[The task] Wherever "Keep" turns up in the entries, copy out the line that holds it.

════════════════════

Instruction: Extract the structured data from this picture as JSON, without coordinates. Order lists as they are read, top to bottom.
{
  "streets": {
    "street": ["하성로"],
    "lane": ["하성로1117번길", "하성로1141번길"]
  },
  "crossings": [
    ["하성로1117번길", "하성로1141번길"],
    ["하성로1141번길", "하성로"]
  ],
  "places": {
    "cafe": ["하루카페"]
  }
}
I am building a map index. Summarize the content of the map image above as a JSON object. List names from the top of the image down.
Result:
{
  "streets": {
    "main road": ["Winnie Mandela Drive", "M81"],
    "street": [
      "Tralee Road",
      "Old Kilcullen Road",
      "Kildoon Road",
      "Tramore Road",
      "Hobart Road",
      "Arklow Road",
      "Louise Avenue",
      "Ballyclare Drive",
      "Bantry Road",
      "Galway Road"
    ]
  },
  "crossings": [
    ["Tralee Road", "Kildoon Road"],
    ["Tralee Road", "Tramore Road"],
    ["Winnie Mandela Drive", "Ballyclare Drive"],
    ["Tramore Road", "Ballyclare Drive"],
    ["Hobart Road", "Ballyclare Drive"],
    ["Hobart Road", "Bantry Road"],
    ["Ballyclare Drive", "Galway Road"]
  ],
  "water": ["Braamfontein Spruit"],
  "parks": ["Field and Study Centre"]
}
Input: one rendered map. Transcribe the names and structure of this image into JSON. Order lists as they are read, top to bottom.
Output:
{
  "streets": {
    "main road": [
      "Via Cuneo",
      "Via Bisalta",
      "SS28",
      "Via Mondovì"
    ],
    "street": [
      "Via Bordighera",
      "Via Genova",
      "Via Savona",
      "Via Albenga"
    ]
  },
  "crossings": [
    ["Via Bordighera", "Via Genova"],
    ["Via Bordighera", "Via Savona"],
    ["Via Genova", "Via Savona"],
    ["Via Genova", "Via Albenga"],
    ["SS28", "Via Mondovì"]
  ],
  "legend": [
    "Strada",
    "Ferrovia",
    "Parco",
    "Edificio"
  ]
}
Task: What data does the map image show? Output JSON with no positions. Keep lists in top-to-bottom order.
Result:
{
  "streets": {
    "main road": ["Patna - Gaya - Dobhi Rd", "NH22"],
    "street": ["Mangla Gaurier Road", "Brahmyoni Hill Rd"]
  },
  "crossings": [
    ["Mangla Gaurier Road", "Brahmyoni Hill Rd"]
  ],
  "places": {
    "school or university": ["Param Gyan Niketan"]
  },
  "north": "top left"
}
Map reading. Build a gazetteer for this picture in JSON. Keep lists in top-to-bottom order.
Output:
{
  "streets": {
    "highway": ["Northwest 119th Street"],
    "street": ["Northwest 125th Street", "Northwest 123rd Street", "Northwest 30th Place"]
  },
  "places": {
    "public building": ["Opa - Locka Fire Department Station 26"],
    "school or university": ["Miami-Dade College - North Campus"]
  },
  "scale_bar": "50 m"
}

════════════════════

[Exercise solution]
Task: What data does the map image show? Output JSON with no positions. Keep lists in top-to-bottom order.
Map reading. Build a gazetteer for this picture in JSON. Keep lists in top-to-bottom order.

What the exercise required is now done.